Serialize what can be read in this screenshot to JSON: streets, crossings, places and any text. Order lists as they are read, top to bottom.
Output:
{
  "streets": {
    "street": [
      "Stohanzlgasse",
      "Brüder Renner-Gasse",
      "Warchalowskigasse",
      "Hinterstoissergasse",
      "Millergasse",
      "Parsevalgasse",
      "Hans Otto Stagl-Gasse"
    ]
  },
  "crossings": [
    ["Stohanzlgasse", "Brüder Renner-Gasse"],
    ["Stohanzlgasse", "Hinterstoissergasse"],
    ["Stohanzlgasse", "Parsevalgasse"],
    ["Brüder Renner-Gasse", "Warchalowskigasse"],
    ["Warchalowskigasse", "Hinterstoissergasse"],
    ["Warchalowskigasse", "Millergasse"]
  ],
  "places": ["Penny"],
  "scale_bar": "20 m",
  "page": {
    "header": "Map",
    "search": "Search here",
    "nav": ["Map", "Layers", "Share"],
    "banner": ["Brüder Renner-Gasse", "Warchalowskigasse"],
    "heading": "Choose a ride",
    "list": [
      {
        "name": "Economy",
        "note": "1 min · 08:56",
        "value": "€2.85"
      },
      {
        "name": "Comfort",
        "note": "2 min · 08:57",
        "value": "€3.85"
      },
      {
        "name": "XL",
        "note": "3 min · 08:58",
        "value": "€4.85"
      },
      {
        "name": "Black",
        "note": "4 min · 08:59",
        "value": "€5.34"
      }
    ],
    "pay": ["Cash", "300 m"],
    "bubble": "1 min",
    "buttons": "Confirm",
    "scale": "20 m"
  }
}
---
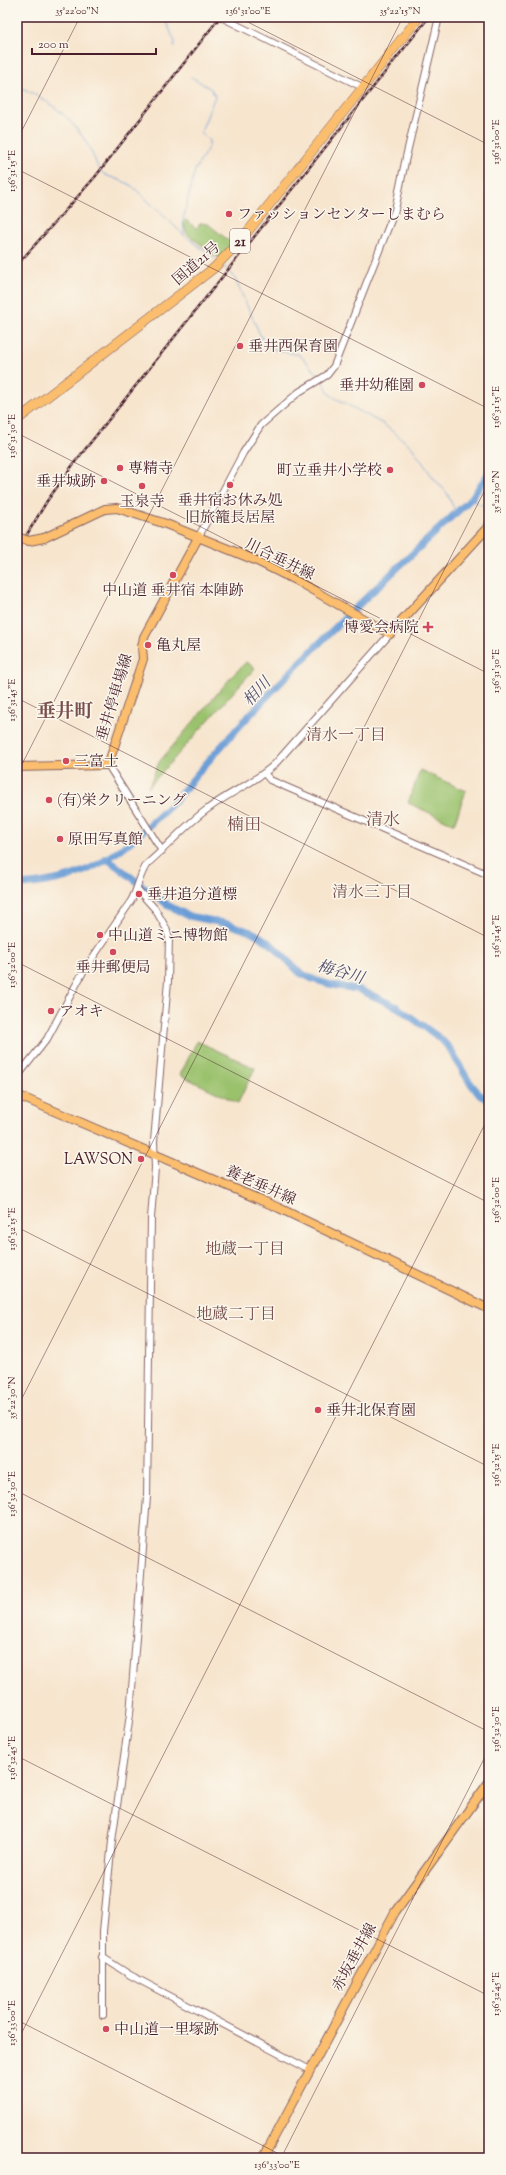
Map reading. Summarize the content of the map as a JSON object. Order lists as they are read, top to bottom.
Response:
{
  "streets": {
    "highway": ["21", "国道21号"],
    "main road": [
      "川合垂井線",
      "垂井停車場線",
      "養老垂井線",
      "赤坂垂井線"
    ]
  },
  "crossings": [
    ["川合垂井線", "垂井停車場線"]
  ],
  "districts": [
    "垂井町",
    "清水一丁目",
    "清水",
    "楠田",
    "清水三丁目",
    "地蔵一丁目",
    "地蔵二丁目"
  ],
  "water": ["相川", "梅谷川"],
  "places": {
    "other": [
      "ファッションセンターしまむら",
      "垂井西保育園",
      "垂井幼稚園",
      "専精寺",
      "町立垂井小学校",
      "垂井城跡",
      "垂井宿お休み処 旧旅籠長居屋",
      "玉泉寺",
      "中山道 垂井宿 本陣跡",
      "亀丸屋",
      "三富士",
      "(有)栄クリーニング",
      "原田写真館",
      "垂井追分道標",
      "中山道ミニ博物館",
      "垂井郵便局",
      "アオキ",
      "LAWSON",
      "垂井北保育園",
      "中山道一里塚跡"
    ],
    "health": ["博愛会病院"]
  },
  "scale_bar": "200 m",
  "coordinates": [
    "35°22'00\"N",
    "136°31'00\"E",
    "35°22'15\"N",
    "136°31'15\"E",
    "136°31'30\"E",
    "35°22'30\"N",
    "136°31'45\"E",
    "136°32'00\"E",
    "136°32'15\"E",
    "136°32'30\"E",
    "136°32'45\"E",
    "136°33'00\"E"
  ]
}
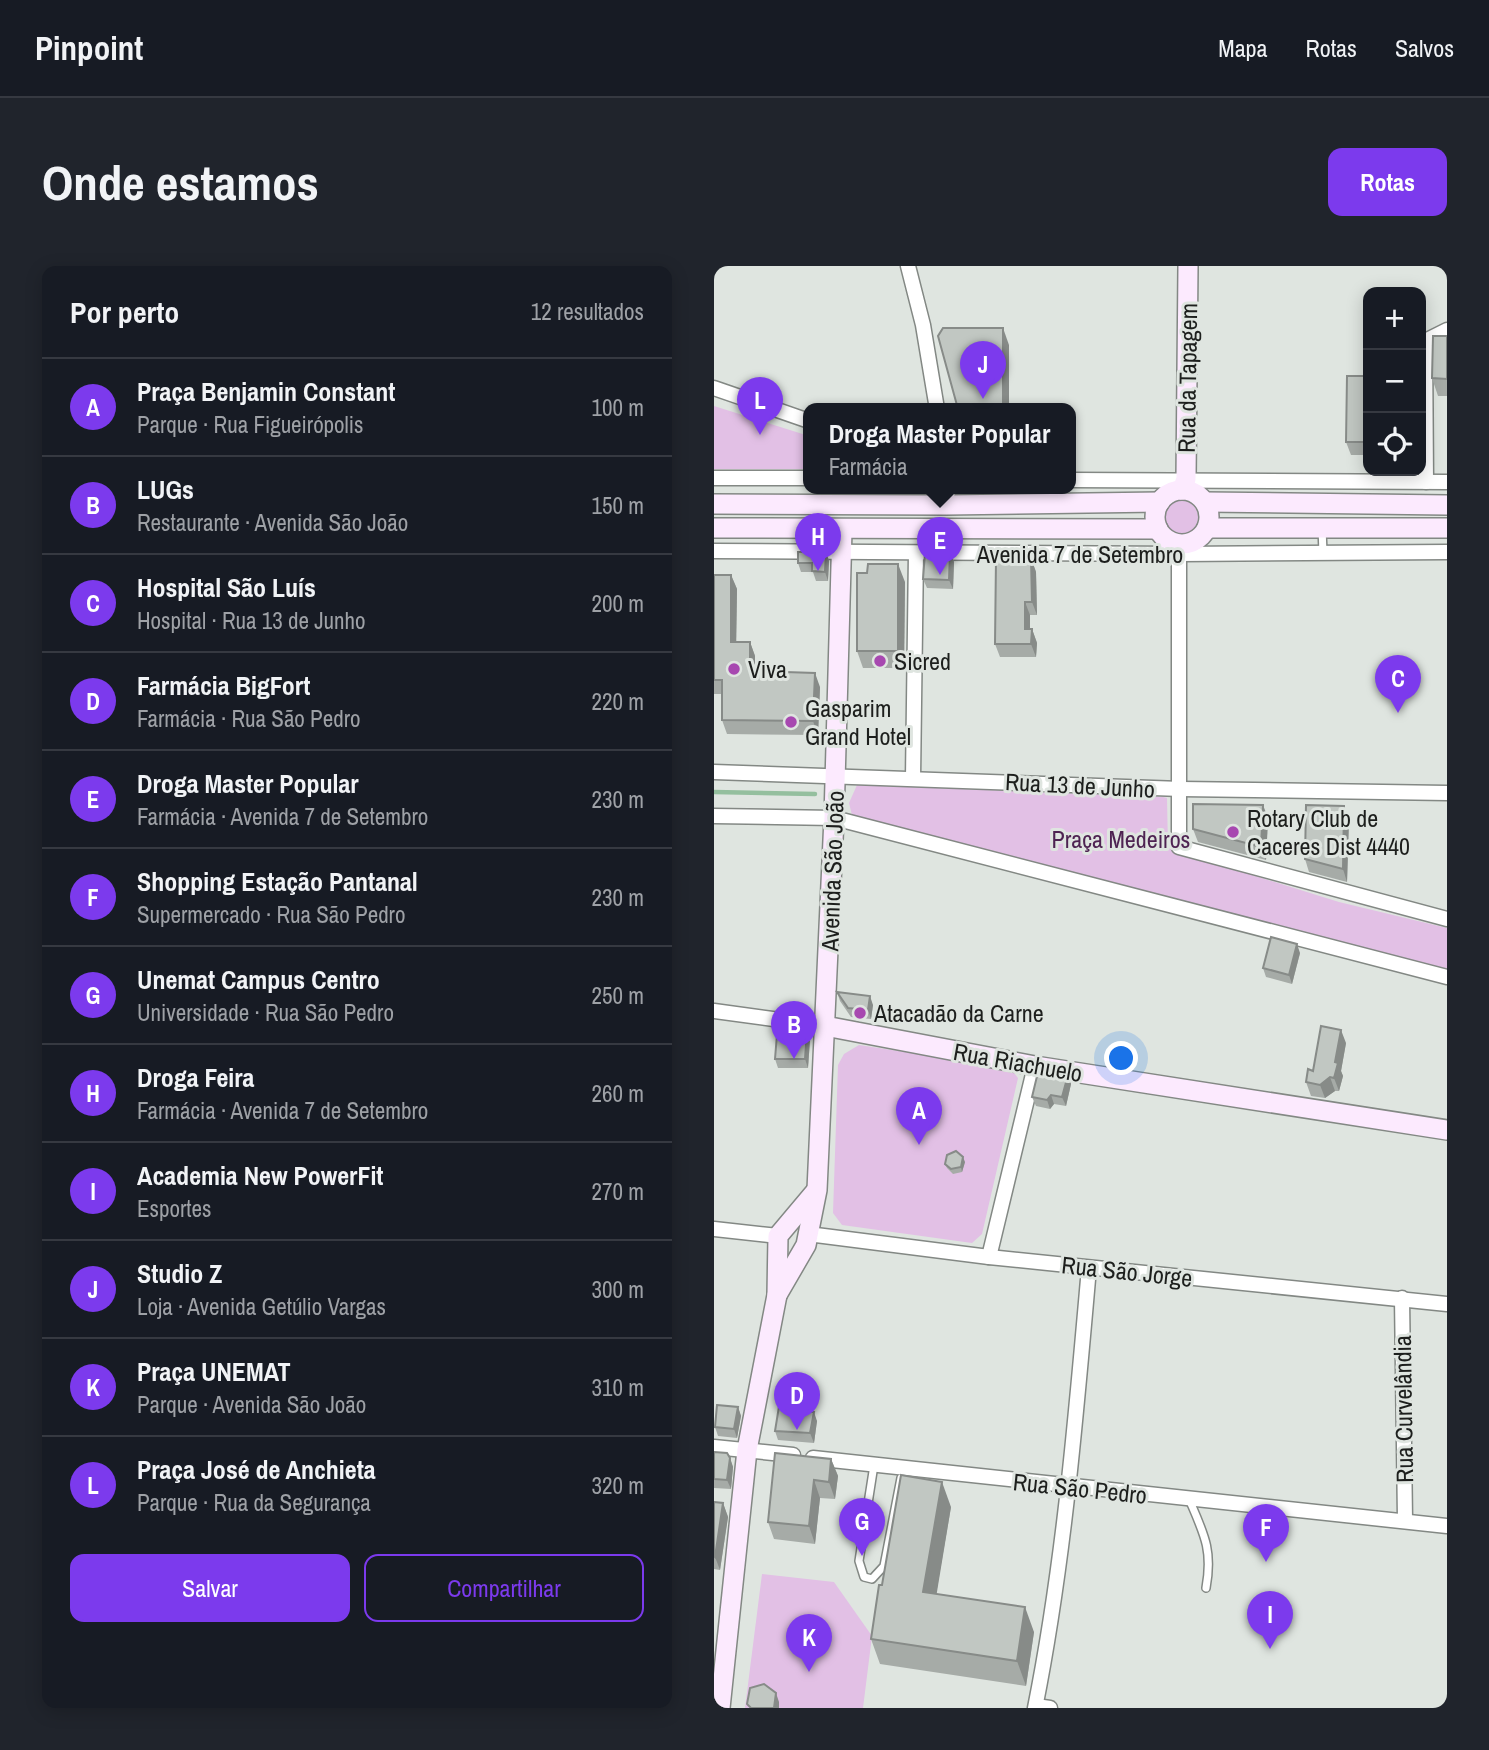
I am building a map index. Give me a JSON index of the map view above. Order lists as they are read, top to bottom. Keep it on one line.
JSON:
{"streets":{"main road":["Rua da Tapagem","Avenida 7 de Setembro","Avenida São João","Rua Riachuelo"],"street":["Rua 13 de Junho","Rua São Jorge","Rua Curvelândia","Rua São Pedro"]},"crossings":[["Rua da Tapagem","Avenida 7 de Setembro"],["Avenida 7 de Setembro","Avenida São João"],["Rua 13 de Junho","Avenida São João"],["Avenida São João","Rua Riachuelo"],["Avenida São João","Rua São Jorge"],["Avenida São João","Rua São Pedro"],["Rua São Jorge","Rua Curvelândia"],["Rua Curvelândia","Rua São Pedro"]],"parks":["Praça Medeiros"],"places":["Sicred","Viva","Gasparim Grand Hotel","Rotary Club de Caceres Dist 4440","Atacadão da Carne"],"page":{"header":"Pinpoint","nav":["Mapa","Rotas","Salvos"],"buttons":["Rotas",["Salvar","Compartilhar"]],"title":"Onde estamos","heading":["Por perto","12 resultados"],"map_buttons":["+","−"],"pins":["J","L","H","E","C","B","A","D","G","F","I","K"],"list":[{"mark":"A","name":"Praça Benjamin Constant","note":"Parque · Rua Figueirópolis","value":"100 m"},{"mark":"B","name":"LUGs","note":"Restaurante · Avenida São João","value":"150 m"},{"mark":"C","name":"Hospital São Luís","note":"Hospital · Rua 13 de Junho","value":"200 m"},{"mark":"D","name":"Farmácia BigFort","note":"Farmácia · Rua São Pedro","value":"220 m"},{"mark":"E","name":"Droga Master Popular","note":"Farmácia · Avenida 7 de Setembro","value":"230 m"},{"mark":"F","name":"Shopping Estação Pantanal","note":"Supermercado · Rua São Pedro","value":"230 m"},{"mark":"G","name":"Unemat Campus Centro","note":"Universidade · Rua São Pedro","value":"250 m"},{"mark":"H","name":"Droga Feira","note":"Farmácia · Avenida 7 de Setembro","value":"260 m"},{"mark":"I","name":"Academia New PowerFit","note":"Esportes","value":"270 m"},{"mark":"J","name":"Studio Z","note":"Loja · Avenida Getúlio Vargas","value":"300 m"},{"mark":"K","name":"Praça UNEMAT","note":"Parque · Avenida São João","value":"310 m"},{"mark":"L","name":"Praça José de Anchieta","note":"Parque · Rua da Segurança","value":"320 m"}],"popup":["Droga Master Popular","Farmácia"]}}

• WHAT TO PRODUCE: Which of the lines in the listing above include "Brüder"? Report each of them.

• RESULT OF THE EXERCISE:
      "Brüder Renner-Gasse",
    ["Stohanzlgasse", "Brüder Renner-Gasse"],
    ["Brüder Renner-Gasse", "Warchalowskigasse"],
    "banner": ["Brüder Renner-Gasse", "Warchalowskigasse"],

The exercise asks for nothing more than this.